One of the groups, which includes Matthew Meyerson, HMS assistant professor of pathology at the Dana–
Farber Cancer Institute and a member of the Broad Institute, has now expanded its search for cancer-specific mutations in the tyrosine kinase protein family to 3,000 tumor samples representing 95 different cancers.

“The combination of genomic technology and targeted history provides a unique opportunity to understand the pathogenesis of cancer,” Meyerson told a room of reporters.

So far, the kinase inhibitors have not translated into as large a survival benefit as might be hoped. In some patients the lung cancers shrank by half in only six weeks, but then grew back completely resistant to the drug in about six months. The resistance comes from a second mutation that blocks the kinase’s drug-binding pocket.

“An effective drug to circumvent the resistance will have a big impact,” said Daniel Haber, HMS professor of medicine at Massachusetts General Hospital. Haber was part of a second team that identified the susceptible EGFR mutation, which blocks the normal apoptotic pathway that would normally cause the cell to die.

Such mutations allow doctors to identify patients who are most likely to respond to specific therapies, knowledge that reduces the size of clinical trials and speeds up drug testing, Haber said. As in HIV therapy, a cocktail of inhibitors targeted to different molecules is likely to be needed.

“Protein kinases represent a new paradigm in drug discovery,” said Juswinder Singh, associate director of structural informatics at Biogen Idec in Cambridge. Nearly one third of all pharmaceutical research and development is devoted to the 518-member family of known kinases, he said.

Emerging technologies that combine structural, chemical, and biological data and computational advances are ratcheting up the screening for small molecules that can bind to kin-ases and block their activity in cancer. “The new approach,” Singh said, “is to experimentally and computationally examine the effects of compounds against the whole protein kinase family, which is pivotal to biology.”

A different kind of cancer drug emerged from the lab of Alfred Goldberg, professor of cell biology at HMS, who 30 years ago discovered the proteasome, a large enzymatic machine in cells that selectively destroys misfolded proteins and critical regulatory proteins. He and several Harvard colleagues founded a small biotech company to generate molecules that block the proteasome’s ability to shred proteins, eventually leading to the drug Velcade, approved two years ago by the FDA for the treatment of multiple myeloma.

“Ironically, when we set out, cancer therapy was not our goal, but with time it became clear that in many cancers, oncogene products fail to get degraded or tumor suppressors get degraded too rapidly,” said Goldberg.
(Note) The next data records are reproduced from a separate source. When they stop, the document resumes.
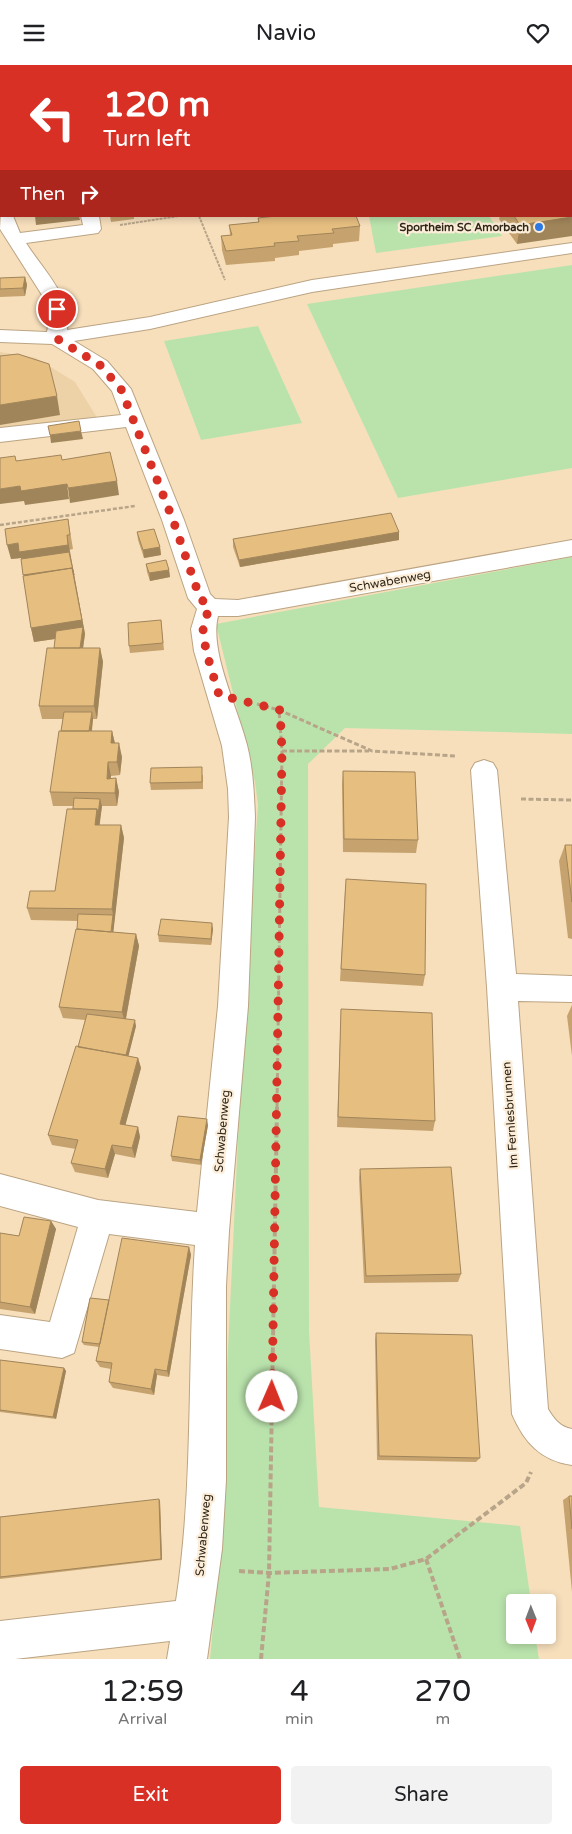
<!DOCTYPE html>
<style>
body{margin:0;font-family:"Varela Round",sans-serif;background:#f2f2f2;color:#202124;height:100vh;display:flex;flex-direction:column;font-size:19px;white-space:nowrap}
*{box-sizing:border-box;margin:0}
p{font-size:16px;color:#757577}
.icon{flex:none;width:28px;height:28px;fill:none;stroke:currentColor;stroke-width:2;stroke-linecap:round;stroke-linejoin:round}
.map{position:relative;height:1594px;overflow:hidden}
.sheet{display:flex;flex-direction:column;background:#fff;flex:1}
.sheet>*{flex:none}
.hud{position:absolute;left:0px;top:0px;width:572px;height:152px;box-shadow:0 2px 8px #0003;background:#d93025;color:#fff;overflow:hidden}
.needle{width:32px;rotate:179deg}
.fabs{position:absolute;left:506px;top:1529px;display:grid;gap:10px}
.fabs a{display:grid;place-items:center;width:50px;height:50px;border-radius:5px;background:#fff;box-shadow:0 2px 8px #0003;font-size:25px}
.pin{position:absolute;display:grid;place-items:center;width:42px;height:42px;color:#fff;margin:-21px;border:2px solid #fff;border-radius:50%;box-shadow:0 1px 5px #0007}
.me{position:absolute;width:55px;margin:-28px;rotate:1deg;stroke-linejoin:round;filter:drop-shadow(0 0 4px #0008)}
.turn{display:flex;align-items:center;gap:18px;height:105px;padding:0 20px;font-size:22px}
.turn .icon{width:65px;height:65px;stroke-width:2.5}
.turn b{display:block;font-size:35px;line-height:42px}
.then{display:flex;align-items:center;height:48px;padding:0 20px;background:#0003;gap:10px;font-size:19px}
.eta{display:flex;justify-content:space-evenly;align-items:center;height:85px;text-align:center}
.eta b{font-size:30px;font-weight:600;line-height:35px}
.primary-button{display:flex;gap:10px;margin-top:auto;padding:10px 20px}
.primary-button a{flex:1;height:58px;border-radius:5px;background:#d93025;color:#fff;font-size:20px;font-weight:600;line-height:58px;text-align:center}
.primary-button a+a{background:#f2f2f2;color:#202124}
header{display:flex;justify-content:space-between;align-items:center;height:65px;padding:0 20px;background:#fff;font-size:22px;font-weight:600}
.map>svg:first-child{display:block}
.built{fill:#edd1a7}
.green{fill:#bae3ac}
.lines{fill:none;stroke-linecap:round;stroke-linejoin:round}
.minor-casing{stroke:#bba483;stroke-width:2}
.path-far3{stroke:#b8a589;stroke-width:2;stroke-dasharray:3 1;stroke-linecap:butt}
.path-far2{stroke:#b8a589;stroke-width:2.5;stroke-dasharray:4 2;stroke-linecap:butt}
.path-far1{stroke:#b8a589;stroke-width:3;stroke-dasharray:5 2.5;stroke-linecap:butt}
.path{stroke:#b8a589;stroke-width:4;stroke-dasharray:6 3;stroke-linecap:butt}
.minor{fill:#fff;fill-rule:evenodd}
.wall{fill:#c6a36e}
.shaded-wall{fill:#a1855a}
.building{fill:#e6be80;stroke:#a1855a}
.route{stroke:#d93025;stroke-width:9;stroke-dasharray:0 16.2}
.poi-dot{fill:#2d7ae6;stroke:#fceed9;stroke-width:2}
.labels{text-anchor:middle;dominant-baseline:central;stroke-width:4.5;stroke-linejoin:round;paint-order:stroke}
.far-poi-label{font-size:11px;font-weight:bold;fill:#2f2619;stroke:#fceed9;text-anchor:end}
.street-label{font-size:12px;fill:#2f2619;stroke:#fceed9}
</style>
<header><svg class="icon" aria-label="menu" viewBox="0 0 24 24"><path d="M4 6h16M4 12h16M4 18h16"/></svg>Navio<svg class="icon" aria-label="heart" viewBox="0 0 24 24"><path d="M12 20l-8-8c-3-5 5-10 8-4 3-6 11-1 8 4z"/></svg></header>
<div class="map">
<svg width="572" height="1594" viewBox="0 0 572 1594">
<rect width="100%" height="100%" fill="#f7dfbc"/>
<path class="built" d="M0,287L36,293L75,317L99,356L0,371Z"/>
<path class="green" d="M346,0H572V134L571,1Z
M369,151H489L502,171L376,188Z
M572,200V403L398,433L307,239Z
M258,261L302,358L201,375L164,276Z
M572,492V669L345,663L308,699L309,1266L319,1442L520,1461L531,1537L515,1538V1570H535L539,1594H210L217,1517L245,926L258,740L255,717L216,559Z"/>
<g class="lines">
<defs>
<path id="minor" d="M198,0H214V1H199Z
M0,43H1V53H0Z
M1,146V151H13L20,168L83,160L81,151H99L101,164L98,168L26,178C43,205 72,231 67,265L150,252L312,215L572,178V188L312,227L150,264L74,276L107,296L131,324L184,455L210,529L215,534L238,535L572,475V491L238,551H218C209,587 238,643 247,680C253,703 254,728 255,752L248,941L229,1166L226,1221V1415L222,1484L207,1594H167L170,1576L15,1594H0V1556L176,1536C194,1418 187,1300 195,1180L109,1169L74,1288L62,1293L0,1284V1250L50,1257L78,1162L0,1141V1109L98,1135L197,1147L218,941L229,752L228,724L222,681L194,586L191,564L197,544L188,533L162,455L126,362L0,377V363L121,350L112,326L93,304L52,279L0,277V265L47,267C50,253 48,243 42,230L0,164Z
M484,695L493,698L497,705L516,909L572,911V937L518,936L548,1344C554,1354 560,1362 572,1364V1400C541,1396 524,1377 512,1349L487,922L471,705L475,698Z"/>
</defs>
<use href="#minor" class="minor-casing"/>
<path class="path-far3" d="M233,0L252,1
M199,151L225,215
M120,160L179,151"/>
<path class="path-far2" d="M0,460L135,441"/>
<path class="path-far1" d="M257,639L279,645L372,686L456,691
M282,686H369
M521,734L572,735
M277,1043L282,686L279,645"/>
<path class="path" d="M426,1494L460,1594
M239,1506L269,1508L390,1504L426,1494L526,1418L531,1407
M261,1594L269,1508L277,1042"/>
<use href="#minor" class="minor"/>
</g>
<path class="wall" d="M0,0H79V1H1V26L0,21Z
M110,151H139L134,152V154L111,157Z
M500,151H571L517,179L499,154Z
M258,153L360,161L359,176L333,179V182L299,186V190L275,193V196L226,200L222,185L221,171L230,170L229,160L258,158Z
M25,212L27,220L25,231L0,232V213Z
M68,454L73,484L69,485L85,569L83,583H100L103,597L97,654H93L92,666H112L115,678L122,692L120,710L111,711V714L116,713L119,727L117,741H102L99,760H121L124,773L113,867L136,869L139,881L126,954L136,961L128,991L138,993L141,1003L125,1060L138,1062L140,1072L135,1093L115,1089L108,1113L75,1107L71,1098L76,1084L52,1080L48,1070L78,982L85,955L63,953L59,942L77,864L78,856L31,855L27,843L55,826L73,741H53L50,727L63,654H42L39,641L54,583L55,574L34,577L31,563L21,493L11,494Z
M137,467L160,482L161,490L144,493L138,475Z
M399,467V475L240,502L233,482V474Z
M146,499L169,505L170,512L150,516L147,507Z
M161,555L164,585L130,588L129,581Z
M343,706L418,775L416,788L343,787L342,719Z
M203,710V724L151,725L150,718Z
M565,780H572V874L568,873L559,796Z
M345,826L425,910L423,921L340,916Z
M213,864L211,880L159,877L158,870Z
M572,940V991L567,951Z
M341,944L435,1056L433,1066L337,1062Z
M208,1060L201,1100L172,1096L171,1091Z
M360,1104L461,1209L458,1217L364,1218L359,1113Z
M51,1156L56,1164L35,1249L0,1244V1168L19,1171Z
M189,1182L191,1190L169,1312L157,1310L154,1330L113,1323L109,1317L111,1304L100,1302L96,1296L99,1282L84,1280L82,1277L109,1235Z
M376,1268L480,1393L476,1397L377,1395L375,1275Z
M0,1295L64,1303L66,1306L56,1354L0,1347Z
M569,1431H572V1527L563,1435Z
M160,1436L162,1495L0,1514V1452Z"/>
<path class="shaded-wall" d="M289,0H297V1H288Z
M35,151H79L80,155L36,160Z
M572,152V171L517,179L520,160Z
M25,212L27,220L25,231L23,223Z
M57,331L60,350L0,360V340Z
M81,366L83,374L51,378L50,370Z
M117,416L119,430L70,438L68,423Z
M67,419L69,434L25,440L24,436L0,439V424L20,421Z
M399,467V475L240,502L239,495Z
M67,470L85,569L81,597L79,589L82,570L34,577L31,563L23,502L21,493L11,494L7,480Z
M160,482L161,490L144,493L143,485Z
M169,505L170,512L150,516L149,508Z
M100,583L103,597L97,654L94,641Z
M92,647L93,654L90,679L89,672Z
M112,666L115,679L111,678Z
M119,678L122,692L120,710L117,697Z
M108,697L111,711L109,727L107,714Z
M116,713L119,727L117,741L115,728Z
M100,734L102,741L100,757L98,750Z
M97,744L100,757L98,773L95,760Z
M121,760L124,773L112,879L111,872L113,850L112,844Z
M212,858L213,864L211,880V874Z
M136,869L139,881L125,958L122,947Z
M135,955L136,961L126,1001L124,995Z
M138,993L141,1003L123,1069L120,1059Z
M207,1054L208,1060L201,1100L200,1095Z
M138,1062L140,1072L135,1093L132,1083Z
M112,1080L115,1089L108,1113L105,1104Z
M51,1156L56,1164L35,1249L30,1242Z
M189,1182L191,1190L169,1312L167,1306Z
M64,1303L66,1306L56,1354L53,1352Z
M155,1304L157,1310L154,1330L151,1324Z
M159,1434L160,1436L162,1495L161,1494Z"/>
<path class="building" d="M0,0H77V1H1V12H0Z
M102,0H173V1H102Z
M249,0H289L288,1H248Z
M571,125H572V152L520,160L514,151H571Z
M276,151H356L360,161L332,164L334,168L297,171L299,176L274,178L275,181L226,186L221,171L232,170L229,160L259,157L258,153Z
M25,212L23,223L0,224V213Z
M18,289L49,299L57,331L0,340V291Z
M79,356L81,366L50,370L48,361Z
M110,387L117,416L68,423L67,419L21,426L20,421L0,424V393L15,391L16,396L61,390L62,395Z
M391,448L399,467L239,495L233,474Z
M68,454L70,470H67L68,480L19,487L18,478L7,480L5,464Z
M154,464L160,482L143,485L137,467Z
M69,487L74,510L72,503L23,510L21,494Z
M166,495L169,505L149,508L146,499Z
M72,503L82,555L31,563L23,511Z
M161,555L163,578L129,581L128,558Z
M83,562L80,583H54L56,566Z
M47,583H100L94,641H39Z
M64,647H92L89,666H61Z
M59,666H112L111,678H119L117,697H108L107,714L116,713L115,728L50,727Z
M202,702V717L150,718L151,703Z
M343,706L415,707L418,775L344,774Z
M74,733L100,734L98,750L97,744H73Z
M67,744H97L95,760H121L112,844L27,843L30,826H55Z
M565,780H572V837Z
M346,814L426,819L425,910L341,904Z
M78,849L113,850L111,867L77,864Z
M161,854L212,858L211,874L158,870Z
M76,864L136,869L122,947L59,942Z
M341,944L432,948L435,1056L338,1052Z
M87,949L135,955L126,990L78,982Z
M76,981L138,993L120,1059L138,1062L132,1083L112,1080L105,1104L71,1098L78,1075L48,1070Z
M178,1051L207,1054L200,1095L171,1091Z
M451,1102L461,1209L366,1211L360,1104Z
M24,1152L51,1156L30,1242L0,1237V1168L19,1171Z
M122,1173L189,1182L167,1306L155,1304L151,1324L109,1317L112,1298L96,1296Z
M90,1233L109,1235L100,1279L82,1277Z
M376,1268L472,1270L480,1393L379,1391Z
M0,1295L64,1303L53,1352L0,1345Z
M569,1431H572V1464Z
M159,1434L161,1494L0,1512V1452Z"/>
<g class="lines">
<path class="route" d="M57,244L58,262L56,273L100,300L121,324L173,455L200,533L209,542L203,564L206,586L219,630L280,645L282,686L272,1332"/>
</g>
<circle class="poi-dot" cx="539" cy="162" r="5"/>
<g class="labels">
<g class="far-poi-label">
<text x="529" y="162">Sportheim SC Amorbach</text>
</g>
<g class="street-label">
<text transform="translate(390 516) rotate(-10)">Schwabenweg</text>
<text transform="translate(510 1050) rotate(-94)">Im Fernlesbrunnen</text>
<text transform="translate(222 1066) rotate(-85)">Schwabenweg</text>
<text transform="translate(203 1470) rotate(-85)">Schwabenweg</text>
</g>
</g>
</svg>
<div class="fabs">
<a><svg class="needle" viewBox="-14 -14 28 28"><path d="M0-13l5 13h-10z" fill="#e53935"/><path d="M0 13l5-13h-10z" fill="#757577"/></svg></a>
</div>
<div class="pin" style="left:57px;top:244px;background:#d93025"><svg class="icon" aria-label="arrive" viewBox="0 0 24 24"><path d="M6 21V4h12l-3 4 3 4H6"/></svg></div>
<svg class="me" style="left:272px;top:1332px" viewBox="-20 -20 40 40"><circle r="19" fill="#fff"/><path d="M0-13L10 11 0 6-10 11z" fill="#d93025"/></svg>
<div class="hud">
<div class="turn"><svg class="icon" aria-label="left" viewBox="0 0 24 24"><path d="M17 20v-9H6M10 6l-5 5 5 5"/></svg><div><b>120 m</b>Turn left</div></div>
<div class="then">Then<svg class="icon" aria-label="right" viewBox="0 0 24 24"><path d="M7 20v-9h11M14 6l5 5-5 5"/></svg></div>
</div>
</div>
<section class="sheet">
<div class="eta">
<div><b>12:59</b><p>Arrival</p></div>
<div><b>4</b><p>min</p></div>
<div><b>270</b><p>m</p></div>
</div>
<div class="primary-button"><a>Exit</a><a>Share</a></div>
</section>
Velcade is now in nearly 60 human trials against other cancers.

In contrast, Rakesh Jain set out to solve the paradox of clinical-trial results showing that chemotherapy works in combination with the new experimental anti-angiogenic agents, which are supposed to cut off the blood supply to the tumor. He proposed a new mechanism, which he and other researchers have confirmed. The anti-angiogenic agents transiently normalize the shoddy vessels hastily constructed by the tumor, and the temporarily improved vessels can deliver the chemotherapeutics more effectively before the tumor vasculature is pruned and becomes inefficient.